# Fiberglass vs graphite rods



## 30-06-hunter (Sep 22, 2013)

For casting rods going after bigger fish, which do you prefer and why?


----------



## Dodger (Oct 20, 2009)

How big is "bigger fish?"

The tradeoff for fiberglass v. graphite is strength for sensitivity. Fiberglass rods are generally stronger while graphite rods are generally more brittle - they lose tips very easily. But, the graphite rods let you feel a lot more of what your lure is doing. So, it's all about the tradeoffs.

That's why they make composite rod blanks now, which are X% fiberglass and Y% graphite. They are trying to find the right tradeoff between strength and sensitivity for what you are trying to catch and designing a rod blank that is specific to that application. My kokanee blanks, for example, are made specifically for kokanee fishing in a downrigger. They have the right bend, the right action, and the right strength to deal with big salmon. Would I use that rod for bass? No way.

You won't find a rod for an Amberjack, a sailfish, a marlin, or a shark made of graphite. You just won't. They are ALL fiberglass and a lot of them are the older S-Glass fiberglass instead of the newer E-Glass fiberglass because S-Glass is even stronger than the E-Glass stuff.

You can try to do it all with one rod but the rod that does everything doesn't do anything right. You almost need a different rod for every different kind of fish you are after. 

I'm guessing if you are talking casting rods, you are talking about bigger bass or muskies/pike. If that's the case, I'd probably build a fiberglass blank so I had the backbone to deal with pulling up a bunch of weeds and yanking free of hangups, etc. A general rule of thumb might be, if you are going to use braid, use a fiberglass rod. 
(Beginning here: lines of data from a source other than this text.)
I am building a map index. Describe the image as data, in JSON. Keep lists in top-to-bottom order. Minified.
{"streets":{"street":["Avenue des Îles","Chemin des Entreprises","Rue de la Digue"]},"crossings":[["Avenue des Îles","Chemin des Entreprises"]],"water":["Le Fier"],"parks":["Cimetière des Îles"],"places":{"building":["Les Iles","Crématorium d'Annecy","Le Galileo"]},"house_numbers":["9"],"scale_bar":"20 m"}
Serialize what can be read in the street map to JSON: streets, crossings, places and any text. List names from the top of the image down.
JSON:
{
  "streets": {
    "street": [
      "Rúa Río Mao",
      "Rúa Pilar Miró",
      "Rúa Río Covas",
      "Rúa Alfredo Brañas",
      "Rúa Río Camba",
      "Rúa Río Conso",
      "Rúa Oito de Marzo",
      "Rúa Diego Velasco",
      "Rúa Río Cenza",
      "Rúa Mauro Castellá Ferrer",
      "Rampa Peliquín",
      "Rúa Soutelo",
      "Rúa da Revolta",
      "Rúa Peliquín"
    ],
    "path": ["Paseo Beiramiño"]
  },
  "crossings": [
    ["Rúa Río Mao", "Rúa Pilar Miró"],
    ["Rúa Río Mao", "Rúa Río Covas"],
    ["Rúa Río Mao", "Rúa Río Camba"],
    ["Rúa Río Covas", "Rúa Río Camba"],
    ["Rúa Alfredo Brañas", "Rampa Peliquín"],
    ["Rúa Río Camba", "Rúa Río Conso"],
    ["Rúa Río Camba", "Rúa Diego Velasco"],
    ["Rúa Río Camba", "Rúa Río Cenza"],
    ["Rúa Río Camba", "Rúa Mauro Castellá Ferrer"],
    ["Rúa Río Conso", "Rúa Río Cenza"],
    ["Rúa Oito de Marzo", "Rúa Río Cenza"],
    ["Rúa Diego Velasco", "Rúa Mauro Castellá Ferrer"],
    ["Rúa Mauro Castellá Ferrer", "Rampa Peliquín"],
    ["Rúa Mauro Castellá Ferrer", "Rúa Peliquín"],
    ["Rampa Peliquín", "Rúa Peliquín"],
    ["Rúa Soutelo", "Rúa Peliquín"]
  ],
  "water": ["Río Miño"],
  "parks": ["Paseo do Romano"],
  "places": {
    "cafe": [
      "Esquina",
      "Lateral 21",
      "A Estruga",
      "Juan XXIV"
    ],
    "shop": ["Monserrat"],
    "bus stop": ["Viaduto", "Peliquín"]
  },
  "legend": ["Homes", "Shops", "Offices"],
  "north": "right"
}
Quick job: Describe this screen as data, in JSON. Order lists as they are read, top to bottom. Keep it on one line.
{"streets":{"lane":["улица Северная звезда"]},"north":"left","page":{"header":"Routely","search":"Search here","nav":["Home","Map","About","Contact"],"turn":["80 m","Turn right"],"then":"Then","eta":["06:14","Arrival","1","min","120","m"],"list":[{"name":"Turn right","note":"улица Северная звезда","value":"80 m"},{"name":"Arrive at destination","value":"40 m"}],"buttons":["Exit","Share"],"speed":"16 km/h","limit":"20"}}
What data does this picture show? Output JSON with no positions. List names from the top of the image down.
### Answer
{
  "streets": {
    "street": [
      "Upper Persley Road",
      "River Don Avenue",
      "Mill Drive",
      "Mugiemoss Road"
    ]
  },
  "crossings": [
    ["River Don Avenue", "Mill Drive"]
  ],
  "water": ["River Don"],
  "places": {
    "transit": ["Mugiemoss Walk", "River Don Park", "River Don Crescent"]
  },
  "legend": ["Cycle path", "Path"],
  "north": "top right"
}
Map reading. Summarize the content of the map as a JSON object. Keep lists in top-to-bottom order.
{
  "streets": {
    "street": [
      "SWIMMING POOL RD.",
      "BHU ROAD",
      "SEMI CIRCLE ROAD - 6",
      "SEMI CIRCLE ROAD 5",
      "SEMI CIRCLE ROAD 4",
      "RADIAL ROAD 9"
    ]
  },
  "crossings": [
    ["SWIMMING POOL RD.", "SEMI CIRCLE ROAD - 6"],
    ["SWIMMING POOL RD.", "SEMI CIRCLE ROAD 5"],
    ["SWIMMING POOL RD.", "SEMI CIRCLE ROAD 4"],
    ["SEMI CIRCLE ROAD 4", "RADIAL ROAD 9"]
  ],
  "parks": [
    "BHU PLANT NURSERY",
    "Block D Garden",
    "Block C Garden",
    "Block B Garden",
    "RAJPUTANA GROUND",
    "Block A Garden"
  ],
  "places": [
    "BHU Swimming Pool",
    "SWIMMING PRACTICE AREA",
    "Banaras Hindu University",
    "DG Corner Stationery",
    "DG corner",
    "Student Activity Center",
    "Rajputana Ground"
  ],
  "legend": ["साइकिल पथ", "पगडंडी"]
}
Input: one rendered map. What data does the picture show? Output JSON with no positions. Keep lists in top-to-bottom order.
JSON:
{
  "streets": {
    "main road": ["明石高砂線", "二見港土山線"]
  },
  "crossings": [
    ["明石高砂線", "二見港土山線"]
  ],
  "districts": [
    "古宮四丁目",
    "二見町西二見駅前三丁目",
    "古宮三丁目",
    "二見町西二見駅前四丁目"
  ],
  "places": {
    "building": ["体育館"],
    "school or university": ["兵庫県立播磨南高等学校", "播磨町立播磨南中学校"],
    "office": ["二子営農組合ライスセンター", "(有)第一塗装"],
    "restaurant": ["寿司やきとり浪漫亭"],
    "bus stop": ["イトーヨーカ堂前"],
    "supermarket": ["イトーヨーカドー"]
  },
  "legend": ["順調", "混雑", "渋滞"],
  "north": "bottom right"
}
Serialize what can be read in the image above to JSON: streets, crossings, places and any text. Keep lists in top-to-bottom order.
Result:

I'd have to know more about what you intend to fish for and how if you want a more specific answer.


----------



## 30-06-hunter (Sep 22, 2013)

Dodger said:


> How big is "bigger fish?"
> 
> The tradeoff for fiberglass v. graphite is strength for sensitivity. Fiberglass rods are generally stronger while graphite rods are generally more brittle - they lose tips very easily. But, the graphite rods let you feel a lot more of what your lure is doing. So, it's all about the tradeoffs.
> 
> ...


Mostly for lake trout, looking at a pair of medium for jigging and trolling pups and a pair of medium heavy for the big guys, basically to get set up for my wife and I when I pick up our boat in the next month or two.


----------



## Mr Muleskinner (Feb 14, 2012)

jigging=sensitivity

trolling=strength

Two entirely different methods of fishing. The moment a rod goes into a holder the sensitivity of the rod is lost.


----------



## Dodger (Oct 20, 2009)

30-06-hunter said:


> Mostly for lake trout, looking at a pair of medium for jigging and trolling pups and a pair of medium heavy for the big guys, basically to get set up for my wife and I when I pick up our boat in the next month or two.


I wouldn't use the same rod for both jigging and trolling. When you are jigging you are going to want a little more sensitivity than with trolling. You could get something in the composite range for jigging. For trolling, I'd stick to an all glass rod. The one I use is rated 12-25 pounds with a fast tip. For jigging the big boys and the little macs, I'd probably get something in the range of 8-12 pound with the fastest tip I could find. You'll have a lot more fun pulling lake trout from the briny depths a lighter rod than you will with a 20-30 pound colossus.

But if it was me, I'd build my own. And I do so I can get exactly what I want. There isn't a manufacturer out there that thought "hey, what kind of rod should we make for guys who like to jig macs on Flaming Gorge?" You'll never have the rod you want until you make it.


----------



## 30-06-hunter (Sep 22, 2013)

Dodger said:


> I wouldn't use the same rod for both jigging and trolling. When you are jigging you are going to want a little more sensitivity than with trolling. You could get something in the composite range for jigging. For trolling, I'd stick to an all glass rod. The one I use is rated 12-25 pounds with a fast tip. For jigging the big boys and the little macs, I'd probably get something in the range of 8-12 pound with the fastest tip I could find. You'll have a lot more fun pulling lake trout from the briny depths a lighter rod than you will with a 20-30 pound colossus.
> 
> But if it was me, I'd build my own. And I do so I can get exactly what I want. There isn't a manufacturer out there that thought "hey, what kind of rod should we make for guys who like to jig macs on Flaming Gorge?" You'll never have the rod you want until you make it.


If I could physically build a rod I would, but having very limited use of my left hand limits some things I can do.


----------



## Dodger (Oct 20, 2009)

What's your budget like for the rods?


----------